FDA Nutritional Disclosure Laws Create Opportunity Thanks to Creative Restaurant Marketing Ideas

Use these restaurant marketing ideas to promote your restaurant and its menu to local diners using nutritional disclosure laws. 

Even if not required to do so, many restaurants choose to disclose caloric and nutritional information to restaurant patrons. Federal law requires that *restaurants with more than ±20 locations post calorie information for each food item in at least its standard serving size. Among other requirements, calories must be posted:

  • On all menus and menu boards, including boards at drive thru locations
  • Calories must be displayed clearly and prominently
  • Can be displayed in ranges for variable items (like combo meals)
  • Must be displayed on a sign next to foods on display
  • Should be listed per-serving or per item on a sign next to self-service foods (like a restaurant salad bar or buffet)
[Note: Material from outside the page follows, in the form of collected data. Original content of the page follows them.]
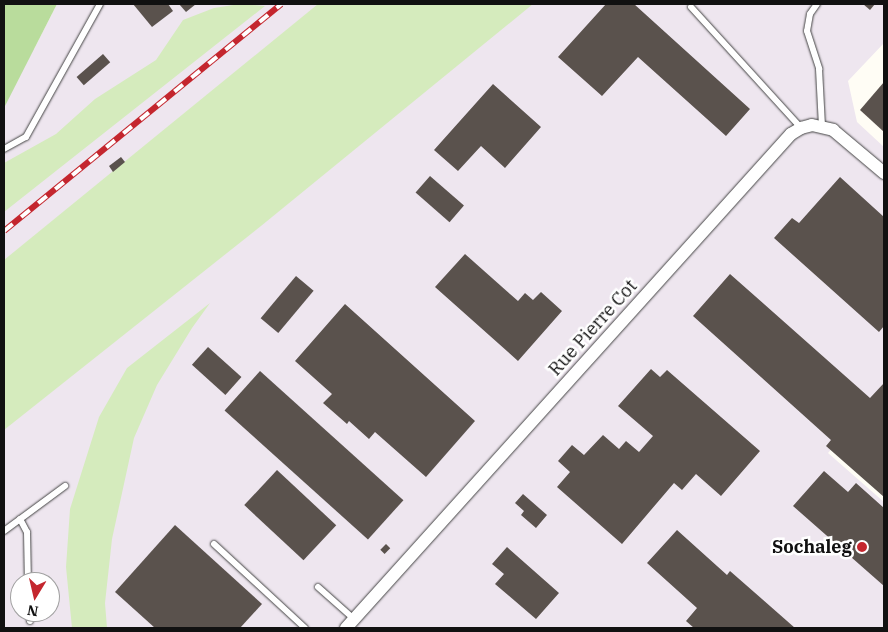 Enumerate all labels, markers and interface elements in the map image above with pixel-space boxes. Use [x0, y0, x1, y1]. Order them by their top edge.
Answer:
street label: Rue Pierre Cot [544, 276, 642, 380]
place label: Sochaleg [772, 536, 852, 558]
marker: Sochaleg [856, 541, 868, 553]
north arrow [10, 572, 60, 622]
text: N [26, 601, 40, 621] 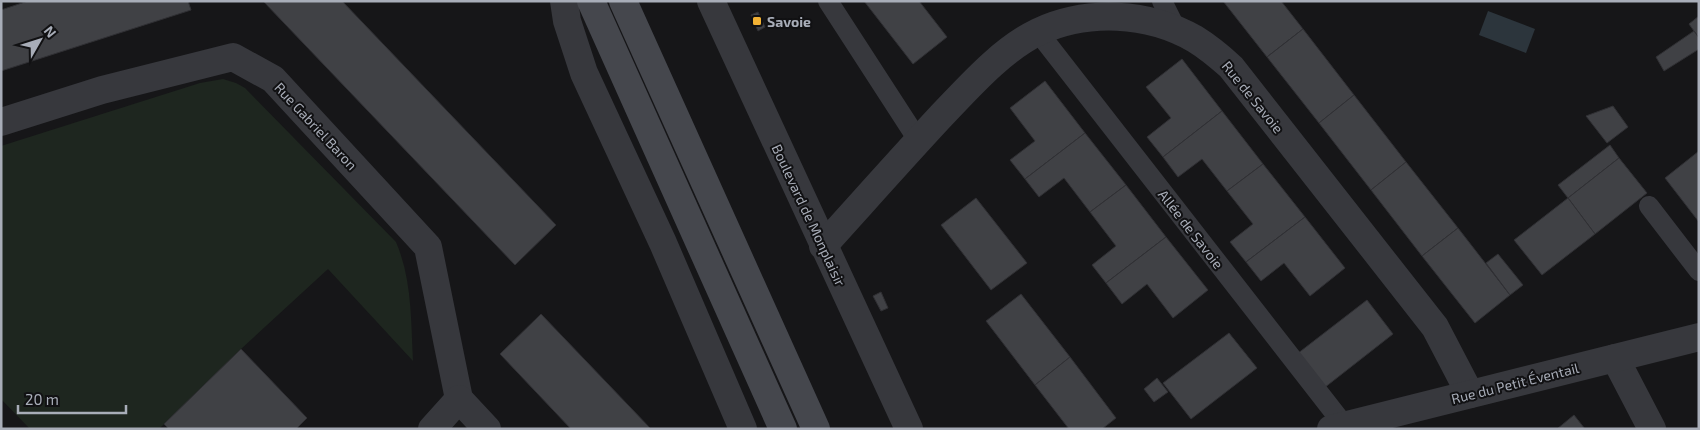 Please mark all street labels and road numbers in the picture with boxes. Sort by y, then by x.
street label: Rue de Savoie [1219,58,1287,136]
street label: Rue Gabriel Baron [271,79,361,173]
street label: Boulevard de Monplaisir [769,141,850,289]
street label: Allée de Savoie [1155,186,1227,272]
street label: Rue du Petit Éventail [1449,359,1581,407] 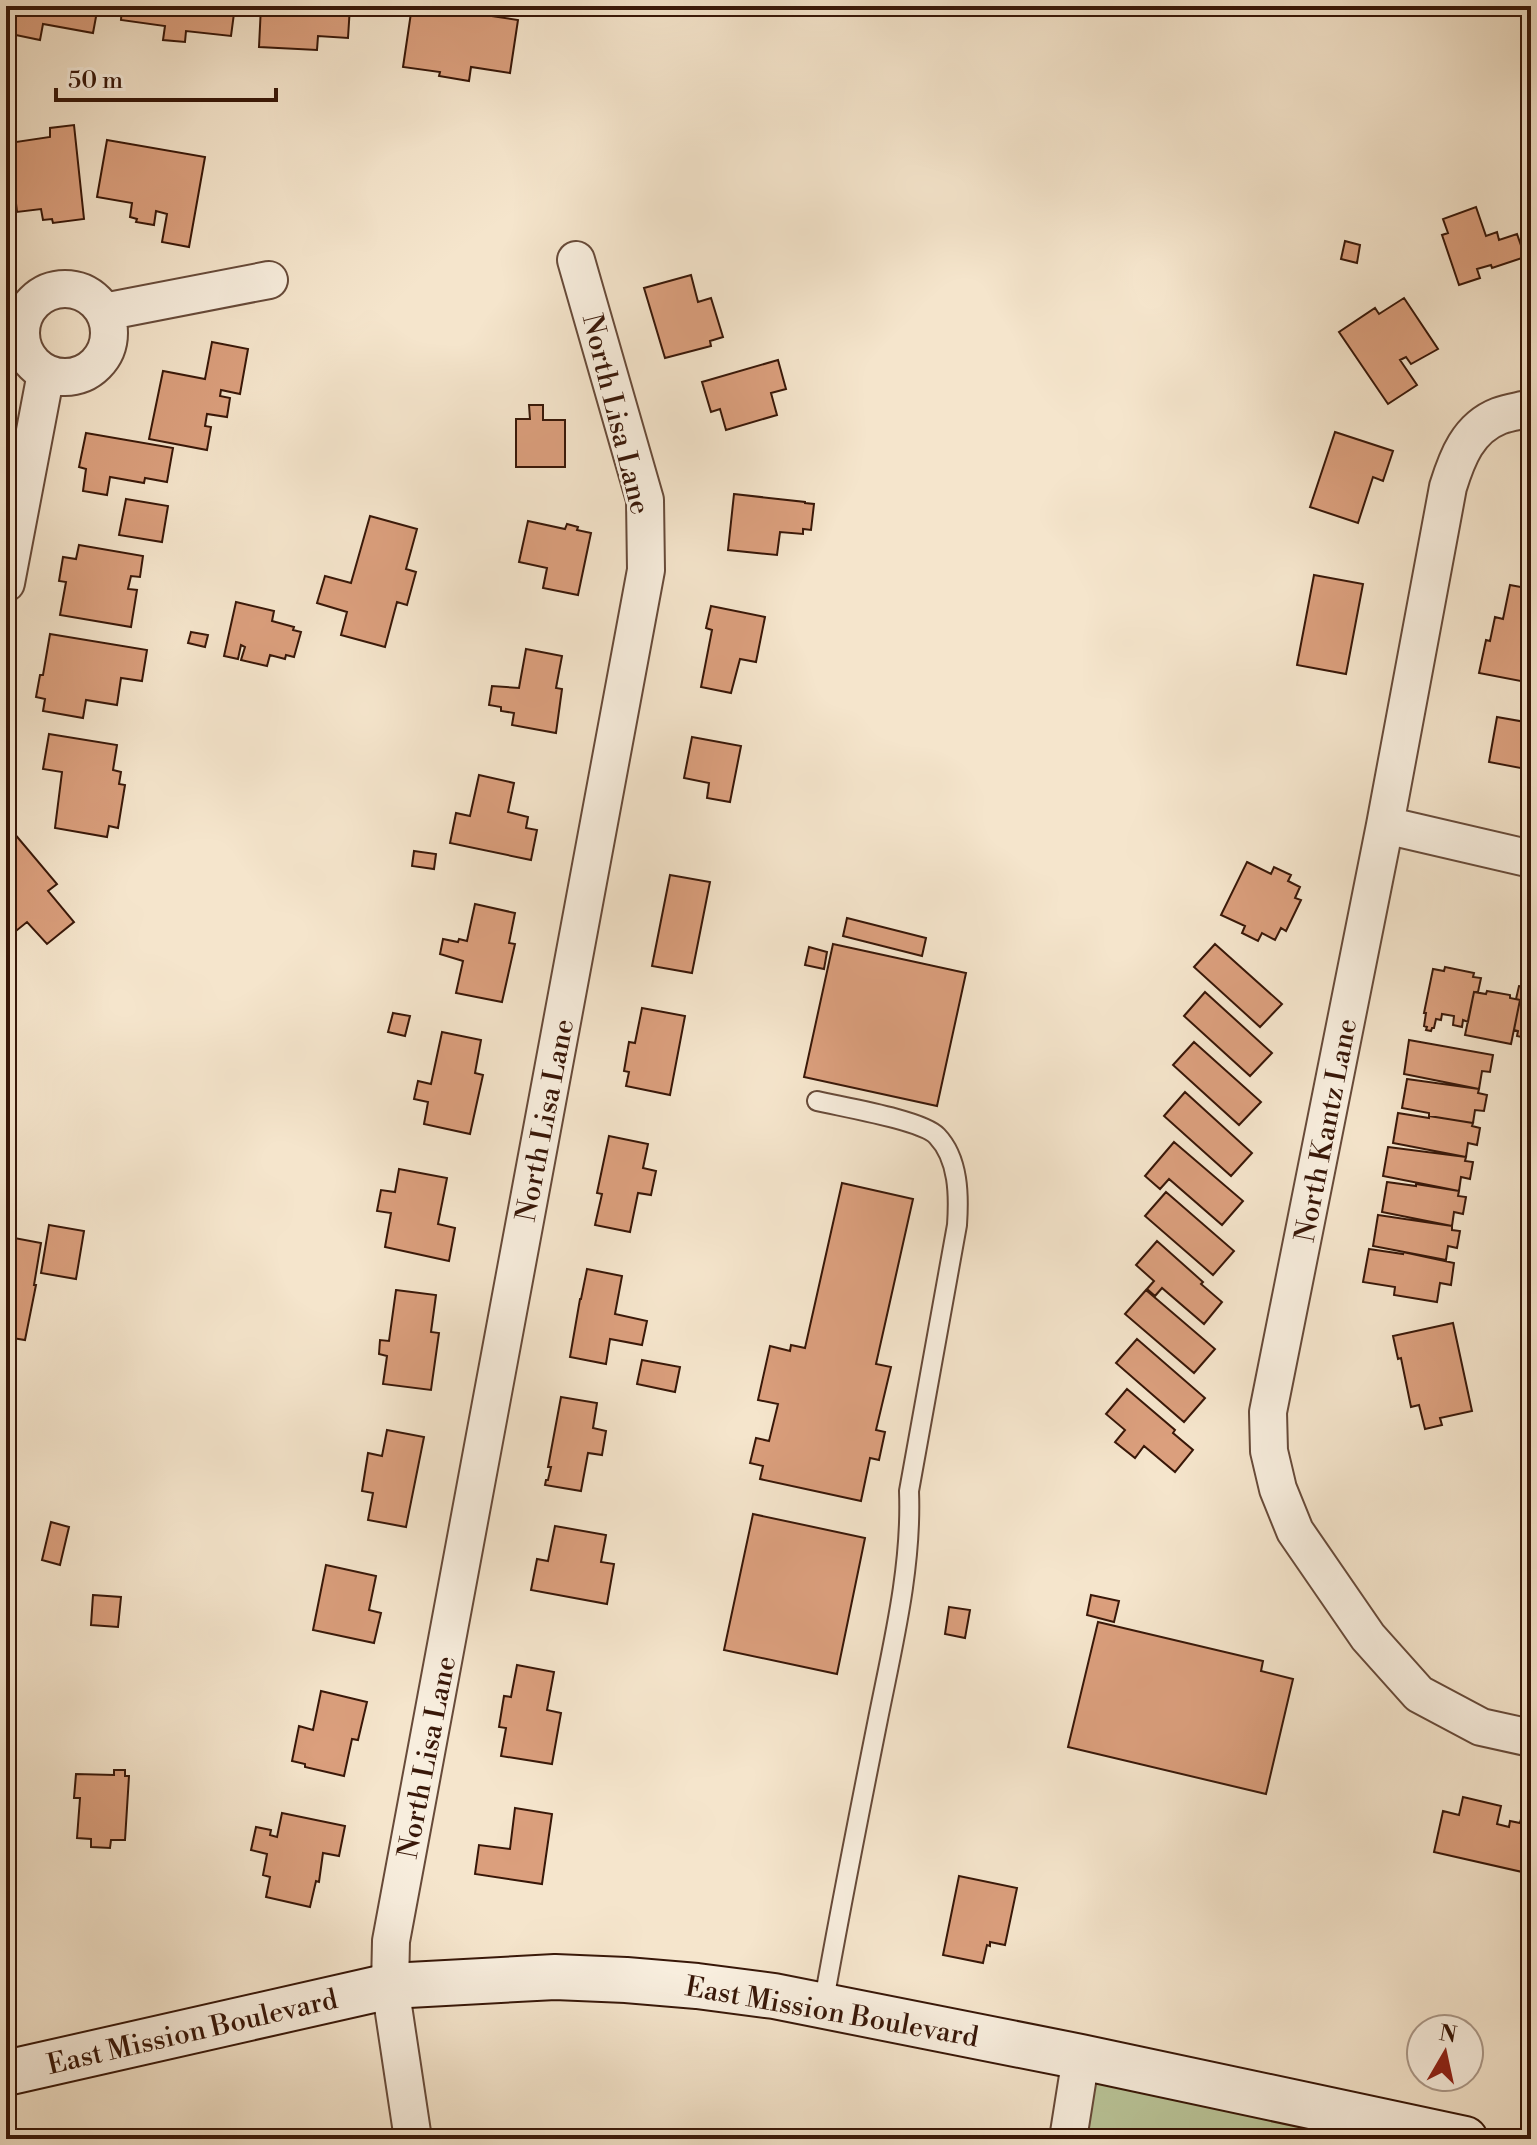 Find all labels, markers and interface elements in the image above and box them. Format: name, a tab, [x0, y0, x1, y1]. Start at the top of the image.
scale bar	[56, 52, 276, 102]
text: 50 m	[68, 66, 123, 96]
street label: North Lisa Lane	[574, 311, 657, 518]
street label: North Lisa Lane	[509, 1016, 582, 1224]
street label: North Kantz Lane	[1288, 1016, 1365, 1245]
street label: North Lisa Lane	[391, 1653, 464, 1861]
street label: East Mission Boulevard	[682, 1969, 981, 2056]
street label: East Mission Boulevard	[44, 1982, 341, 2083]
north arrow	[1405, 2013, 1485, 2093]
text: N	[1437, 2020, 1459, 2050]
Plus, upon request, restaurants must be able to produce more information about all of the foods it serves, including total calories, calories from fat, total fat, saturated fat, cholesterol, trans fat, sodium, total carbs, sugars, dietary fiber and protein.

You might also like: Are Restaurant Specials – or Special Restaurants – Key to Restaurant Loyalty Programs?

More work? Maybe. But the FDA labeling requirements for restaurants, food establishments and vending machines brings restaurant marketing opportunities, too.

7 Ways Nutritional Disclosure Laws Lead to Restaurant Growth

1: Create “lite” versions of your most popular menu items by reducing portion size or ingredient substitutions.

2: Offer sampler plates featuring appetizer-sized combinations of menu items customers love but may pass over due to calories in full-size portions.

3: Take advantage of the new regulations to send out an informational email and direct mail newsletter to your customers or within local zip codes.

4: Write a press release or editorial for publication in local newspapers relative to the new regulations and what restaurant customers should be looking for – and asking for – in order to maximize nutrition while eating out.

5: Don’t just display calorie information beside foods, that’s only one piece of the pie! Many foods high in calories are also high in health benefits – the two are not mutually exclusive. Explain the nutritional benefits of foods and ingredients.

6: Tell your customers about locally-sourced ingredients in your menu items. By sourcing locally, you can reduce the time from garden to plate and use foods while they are fresh, rather than frozen or processed. If you source local foods and ingredients, let your customers know! It’s not just better for them, it’s better for the local economy, too.

7: If nutritional disclosure leads to less demand for certain items on your restaurant menu, have a “clearance” event and extend a special offer on those items to give customers once last chance to either try or enjoy a menu item before it is discontinued.

*chain movie theaters, sporting events, airplanes and businesses that are not primarily restaurants (but still serve food) are exempt

±New York City requires restaurants with more than 15 locations to comply, and other states have lobbied for the regulations to apply to restaurants with as few as 10 locations – check with your state’s regulatory agencies for information about nutritional disclosure laws in your state.